- Born: 30 August 1923 Stockholm, Sweden
- Died: 3 April 2003 (aged 79) Torrevieja, Spain
- Known for: IIHF Minister of Finance
- Awards: IIHF Hall of Fame

= Curt Berglund =

Swedish former International Ice Hockey Federation executive

Curt Berglund (30 August 1923 – 3 April 2003) was a Swedish former International Ice Hockey Federation (IIHF) executive. He served as the IIHF's Minister of Finance before retiring and serving as Tournament Chairman for the 1998 IIHF World Championship and 2001 IIHF World Championship Pool B tournament. Although he died before his induction, Berglund was honored posthumously into the IIHF Hall of Fame in 2003 as a builder.

==Career==
In 1972, Berglund was elected to the Swedish Ice Hockey Association board of directors and later became a board member, chairman, and treasurer with the Stockholm hockey club AIK IF.

In 1975, Berglund joined the International Ice Hockey Federation (IIHF) as a treasurer and he worked with the organization until 1990 as their Minister of Finance. While working for the IIHF, Berglund served as the Swedish delegate while dealing with the 1987 Ice Hockey World Championships controversy regarding Sweden's gold medal win.

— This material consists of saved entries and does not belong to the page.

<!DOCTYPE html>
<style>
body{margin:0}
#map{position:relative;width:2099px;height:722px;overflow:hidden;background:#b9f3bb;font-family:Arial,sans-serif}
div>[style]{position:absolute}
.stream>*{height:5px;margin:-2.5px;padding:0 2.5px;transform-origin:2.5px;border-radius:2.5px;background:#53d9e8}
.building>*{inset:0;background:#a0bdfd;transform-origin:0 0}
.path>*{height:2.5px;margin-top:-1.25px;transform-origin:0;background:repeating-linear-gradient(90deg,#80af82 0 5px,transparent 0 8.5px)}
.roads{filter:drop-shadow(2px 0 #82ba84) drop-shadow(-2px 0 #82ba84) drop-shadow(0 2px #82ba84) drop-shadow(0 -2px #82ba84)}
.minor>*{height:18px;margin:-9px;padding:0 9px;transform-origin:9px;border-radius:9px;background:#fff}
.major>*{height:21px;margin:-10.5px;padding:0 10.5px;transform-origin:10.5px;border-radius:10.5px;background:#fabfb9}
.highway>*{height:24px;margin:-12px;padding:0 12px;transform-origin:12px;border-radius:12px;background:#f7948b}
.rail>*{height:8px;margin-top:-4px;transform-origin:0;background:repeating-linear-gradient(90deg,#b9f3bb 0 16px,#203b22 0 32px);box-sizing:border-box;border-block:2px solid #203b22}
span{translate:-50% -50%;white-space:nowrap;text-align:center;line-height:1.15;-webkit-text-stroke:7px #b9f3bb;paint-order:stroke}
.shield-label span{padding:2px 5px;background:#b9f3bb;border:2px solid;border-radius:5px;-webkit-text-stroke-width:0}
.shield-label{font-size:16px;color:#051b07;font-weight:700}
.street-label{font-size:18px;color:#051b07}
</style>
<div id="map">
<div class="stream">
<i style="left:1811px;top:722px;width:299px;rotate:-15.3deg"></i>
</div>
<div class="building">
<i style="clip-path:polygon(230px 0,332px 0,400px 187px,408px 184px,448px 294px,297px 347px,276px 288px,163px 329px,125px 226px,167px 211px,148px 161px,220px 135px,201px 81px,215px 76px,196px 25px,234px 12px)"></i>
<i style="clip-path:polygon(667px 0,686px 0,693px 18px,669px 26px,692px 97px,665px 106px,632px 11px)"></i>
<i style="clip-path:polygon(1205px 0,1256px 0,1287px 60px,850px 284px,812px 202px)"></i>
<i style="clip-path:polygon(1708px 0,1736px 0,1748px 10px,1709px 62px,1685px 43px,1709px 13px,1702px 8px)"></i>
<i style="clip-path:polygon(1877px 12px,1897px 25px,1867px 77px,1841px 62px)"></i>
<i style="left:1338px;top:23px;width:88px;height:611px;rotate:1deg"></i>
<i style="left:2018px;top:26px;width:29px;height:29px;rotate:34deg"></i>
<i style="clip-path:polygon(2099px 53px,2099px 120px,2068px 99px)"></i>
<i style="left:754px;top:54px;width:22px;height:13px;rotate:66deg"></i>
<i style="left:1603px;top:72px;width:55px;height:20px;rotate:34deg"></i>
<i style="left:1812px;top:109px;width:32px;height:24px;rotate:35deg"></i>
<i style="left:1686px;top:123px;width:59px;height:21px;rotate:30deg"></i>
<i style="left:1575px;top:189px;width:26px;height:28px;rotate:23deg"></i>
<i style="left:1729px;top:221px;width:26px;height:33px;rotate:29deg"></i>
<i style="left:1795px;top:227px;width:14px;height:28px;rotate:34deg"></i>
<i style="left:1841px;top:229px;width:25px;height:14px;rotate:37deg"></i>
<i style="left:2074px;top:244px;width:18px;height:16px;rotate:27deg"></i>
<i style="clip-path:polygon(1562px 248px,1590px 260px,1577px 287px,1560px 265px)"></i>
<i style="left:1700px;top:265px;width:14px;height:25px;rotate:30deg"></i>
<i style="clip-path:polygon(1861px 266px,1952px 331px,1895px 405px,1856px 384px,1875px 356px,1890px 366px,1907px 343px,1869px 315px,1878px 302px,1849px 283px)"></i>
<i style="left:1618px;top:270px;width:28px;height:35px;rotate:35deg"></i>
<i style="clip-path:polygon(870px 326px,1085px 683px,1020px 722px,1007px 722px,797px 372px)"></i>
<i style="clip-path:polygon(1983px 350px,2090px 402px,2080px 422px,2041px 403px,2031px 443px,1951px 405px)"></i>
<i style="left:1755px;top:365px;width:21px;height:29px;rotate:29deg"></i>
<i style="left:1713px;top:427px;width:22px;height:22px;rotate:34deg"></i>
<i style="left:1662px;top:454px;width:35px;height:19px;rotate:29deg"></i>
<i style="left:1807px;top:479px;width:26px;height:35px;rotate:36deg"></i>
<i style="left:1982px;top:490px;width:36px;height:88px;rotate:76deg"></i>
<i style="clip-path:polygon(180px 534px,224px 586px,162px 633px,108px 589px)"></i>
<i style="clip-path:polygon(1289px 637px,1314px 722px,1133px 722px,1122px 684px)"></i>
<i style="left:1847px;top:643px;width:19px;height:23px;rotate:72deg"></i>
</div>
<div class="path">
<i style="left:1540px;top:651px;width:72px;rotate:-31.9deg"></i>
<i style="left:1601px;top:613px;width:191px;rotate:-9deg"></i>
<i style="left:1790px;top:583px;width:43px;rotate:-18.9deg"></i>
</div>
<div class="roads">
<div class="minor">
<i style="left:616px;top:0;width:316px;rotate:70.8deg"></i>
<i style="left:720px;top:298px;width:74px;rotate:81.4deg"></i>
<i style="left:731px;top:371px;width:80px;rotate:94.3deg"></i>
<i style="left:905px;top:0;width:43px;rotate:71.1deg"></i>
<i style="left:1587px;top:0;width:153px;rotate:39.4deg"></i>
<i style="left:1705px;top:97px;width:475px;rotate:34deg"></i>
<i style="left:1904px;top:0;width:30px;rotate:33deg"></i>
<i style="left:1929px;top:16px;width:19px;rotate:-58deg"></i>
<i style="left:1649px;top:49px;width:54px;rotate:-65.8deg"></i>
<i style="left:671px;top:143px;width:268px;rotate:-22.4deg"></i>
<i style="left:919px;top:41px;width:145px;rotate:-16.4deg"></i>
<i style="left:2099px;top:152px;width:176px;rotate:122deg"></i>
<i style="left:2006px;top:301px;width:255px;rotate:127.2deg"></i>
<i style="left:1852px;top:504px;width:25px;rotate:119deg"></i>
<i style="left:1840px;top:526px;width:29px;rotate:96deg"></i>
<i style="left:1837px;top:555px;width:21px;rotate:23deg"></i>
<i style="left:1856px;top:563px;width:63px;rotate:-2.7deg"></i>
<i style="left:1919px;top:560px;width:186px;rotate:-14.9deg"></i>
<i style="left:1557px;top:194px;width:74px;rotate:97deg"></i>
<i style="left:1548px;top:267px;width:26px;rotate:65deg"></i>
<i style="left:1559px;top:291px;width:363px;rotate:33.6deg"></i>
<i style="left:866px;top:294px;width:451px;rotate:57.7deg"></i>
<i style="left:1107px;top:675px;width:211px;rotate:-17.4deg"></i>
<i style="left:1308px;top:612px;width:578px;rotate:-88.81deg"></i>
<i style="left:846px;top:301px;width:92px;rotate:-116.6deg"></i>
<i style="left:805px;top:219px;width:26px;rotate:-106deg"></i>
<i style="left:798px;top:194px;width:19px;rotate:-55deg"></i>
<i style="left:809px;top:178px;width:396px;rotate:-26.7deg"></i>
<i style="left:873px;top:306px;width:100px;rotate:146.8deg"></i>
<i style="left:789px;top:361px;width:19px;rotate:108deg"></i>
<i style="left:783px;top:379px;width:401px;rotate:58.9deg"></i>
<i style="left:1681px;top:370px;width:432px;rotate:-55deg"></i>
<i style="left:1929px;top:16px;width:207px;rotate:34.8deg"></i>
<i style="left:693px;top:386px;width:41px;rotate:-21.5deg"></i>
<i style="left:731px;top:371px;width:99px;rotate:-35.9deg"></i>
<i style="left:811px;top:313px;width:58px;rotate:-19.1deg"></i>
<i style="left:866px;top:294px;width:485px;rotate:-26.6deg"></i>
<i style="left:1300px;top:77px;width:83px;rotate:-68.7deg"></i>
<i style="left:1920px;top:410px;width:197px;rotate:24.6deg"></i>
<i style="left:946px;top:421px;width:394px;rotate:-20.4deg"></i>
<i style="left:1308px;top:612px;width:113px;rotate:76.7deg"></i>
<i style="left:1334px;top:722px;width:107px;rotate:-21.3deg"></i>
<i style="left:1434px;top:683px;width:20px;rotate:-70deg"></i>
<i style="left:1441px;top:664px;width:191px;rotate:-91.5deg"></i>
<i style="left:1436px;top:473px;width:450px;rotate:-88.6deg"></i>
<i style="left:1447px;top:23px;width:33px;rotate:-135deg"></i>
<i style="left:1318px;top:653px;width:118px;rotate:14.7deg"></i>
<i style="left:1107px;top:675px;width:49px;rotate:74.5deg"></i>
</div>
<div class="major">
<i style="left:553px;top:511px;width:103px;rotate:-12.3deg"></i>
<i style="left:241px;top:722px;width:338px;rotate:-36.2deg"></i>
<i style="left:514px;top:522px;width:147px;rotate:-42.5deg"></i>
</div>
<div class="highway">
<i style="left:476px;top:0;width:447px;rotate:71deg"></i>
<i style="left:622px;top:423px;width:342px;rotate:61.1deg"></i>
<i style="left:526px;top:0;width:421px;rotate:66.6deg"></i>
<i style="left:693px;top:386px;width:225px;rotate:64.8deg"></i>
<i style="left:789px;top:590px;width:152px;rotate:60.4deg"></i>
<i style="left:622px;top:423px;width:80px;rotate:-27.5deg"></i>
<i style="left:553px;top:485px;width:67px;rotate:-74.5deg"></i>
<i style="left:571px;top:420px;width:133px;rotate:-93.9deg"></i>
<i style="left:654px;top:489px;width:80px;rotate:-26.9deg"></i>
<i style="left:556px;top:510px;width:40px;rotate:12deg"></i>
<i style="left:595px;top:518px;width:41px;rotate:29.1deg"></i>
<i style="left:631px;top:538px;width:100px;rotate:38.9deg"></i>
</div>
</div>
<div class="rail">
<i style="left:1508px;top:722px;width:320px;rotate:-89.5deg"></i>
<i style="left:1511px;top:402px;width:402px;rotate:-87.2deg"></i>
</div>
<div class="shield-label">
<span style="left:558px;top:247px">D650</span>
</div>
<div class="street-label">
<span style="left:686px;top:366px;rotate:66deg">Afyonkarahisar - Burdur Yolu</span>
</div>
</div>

After retiring, he was named an IIHF Honorary Member and Tournament Chairman during the 1998 IIHF World Championship Pool B tournament in Ljubljana, Slovenia. He later served as the Tournament Chairman for the 2001 IIHF World Championship Division 1 Group B and was named one of the 2003 IIHF Hall of Fame inductees. Although he died before his induction, Berglund was honored posthumously into the IIHF Hall of Fame.